## What you need to do
In your answer, copy every entry that follows exactly.

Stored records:
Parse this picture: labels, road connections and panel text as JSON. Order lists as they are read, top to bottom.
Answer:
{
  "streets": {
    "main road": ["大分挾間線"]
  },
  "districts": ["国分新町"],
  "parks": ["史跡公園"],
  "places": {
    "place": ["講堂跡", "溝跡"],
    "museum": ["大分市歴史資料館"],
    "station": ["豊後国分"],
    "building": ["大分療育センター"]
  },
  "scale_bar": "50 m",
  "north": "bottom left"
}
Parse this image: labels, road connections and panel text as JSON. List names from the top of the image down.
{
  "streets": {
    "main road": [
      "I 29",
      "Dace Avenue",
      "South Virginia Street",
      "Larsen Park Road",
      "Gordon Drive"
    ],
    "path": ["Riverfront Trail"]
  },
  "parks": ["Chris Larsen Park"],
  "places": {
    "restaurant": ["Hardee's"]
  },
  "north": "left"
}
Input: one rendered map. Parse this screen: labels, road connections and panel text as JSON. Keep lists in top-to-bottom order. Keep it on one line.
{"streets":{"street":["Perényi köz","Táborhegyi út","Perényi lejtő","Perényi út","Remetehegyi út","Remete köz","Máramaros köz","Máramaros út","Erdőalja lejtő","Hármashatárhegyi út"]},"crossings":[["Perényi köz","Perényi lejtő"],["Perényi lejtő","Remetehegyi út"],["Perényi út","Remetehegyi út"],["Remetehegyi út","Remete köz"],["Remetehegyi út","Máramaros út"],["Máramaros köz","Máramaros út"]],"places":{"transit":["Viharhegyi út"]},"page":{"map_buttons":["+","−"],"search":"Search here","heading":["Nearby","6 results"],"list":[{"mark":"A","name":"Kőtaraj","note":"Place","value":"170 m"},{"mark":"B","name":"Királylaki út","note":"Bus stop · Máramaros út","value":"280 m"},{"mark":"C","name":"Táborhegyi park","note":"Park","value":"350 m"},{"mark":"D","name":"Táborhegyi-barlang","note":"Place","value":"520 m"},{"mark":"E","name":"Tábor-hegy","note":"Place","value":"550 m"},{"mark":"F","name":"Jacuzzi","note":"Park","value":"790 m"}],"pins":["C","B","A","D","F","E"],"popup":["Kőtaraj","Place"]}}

## Response area
Parse this picture: labels, road connections and panel text as JSON. Order lists as they are read, top to bottom.
Answer:
{
  "streets": {
    "main road": ["大分挾間線"]
  },
  "districts": ["国分新町"],
  "parks": ["史跡公園"],
  "places": {
    "place": ["講堂跡", "溝跡"],
    "museum": ["大分市歴史資料館"],
    "station": ["豊後国分"],
    "building": ["大分療育センター"]
  },
  "scale_bar": "50 m",
  "north": "bottom left"
}
Parse this image: labels, road connections and panel text as JSON. List names from the top of the image down.
{
  "streets": {
    "main road": [
      "I 29",
      "Dace Avenue",
      "South Virginia Street",
      "Larsen Park Road",
      "Gordon Drive"
    ],
    "path": ["Riverfront Trail"]
  },
  "parks": ["Chris Larsen Park"],
  "places": {
    "restaurant": ["Hardee's"]
  },
  "north": "left"
}
Input: one rendered map. Parse this screen: labels, road connections and panel text as JSON. Keep lists in top-to-bottom order. Keep it on one line.
{"streets":{"street":["Perényi köz","Táborhegyi út","Perényi lejtő","Perényi út","Remetehegyi út","Remete köz","Máramaros köz","Máramaros út","Erdőalja lejtő","Hármashatárhegyi út"]},"crossings":[["Perényi köz","Perényi lejtő"],["Perényi lejtő","Remetehegyi út"],["Perényi út","Remetehegyi út"],["Remetehegyi út","Remete köz"],["Remetehegyi út","Máramaros út"],["Máramaros köz","Máramaros út"]],"places":{"transit":["Viharhegyi út"]},"page":{"map_buttons":["+","−"],"search":"Search here","heading":["Nearby","6 results"],"list":[{"mark":"A","name":"Kőtaraj","note":"Place","value":"170 m"},{"mark":"B","name":"Királylaki út","note":"Bus stop · Máramaros út","value":"280 m"},{"mark":"C","name":"Táborhegyi park","note":"Park","value":"350 m"},{"mark":"D","name":"Táborhegyi-barlang","note":"Place","value":"520 m"},{"mark":"E","name":"Tábor-hegy","note":"Place","value":"550 m"},{"mark":"F","name":"Jacuzzi","note":"Park","value":"790 m"}],"pins":["C","B","A","D","F","E"],"popup":["Kőtaraj","Place"]}}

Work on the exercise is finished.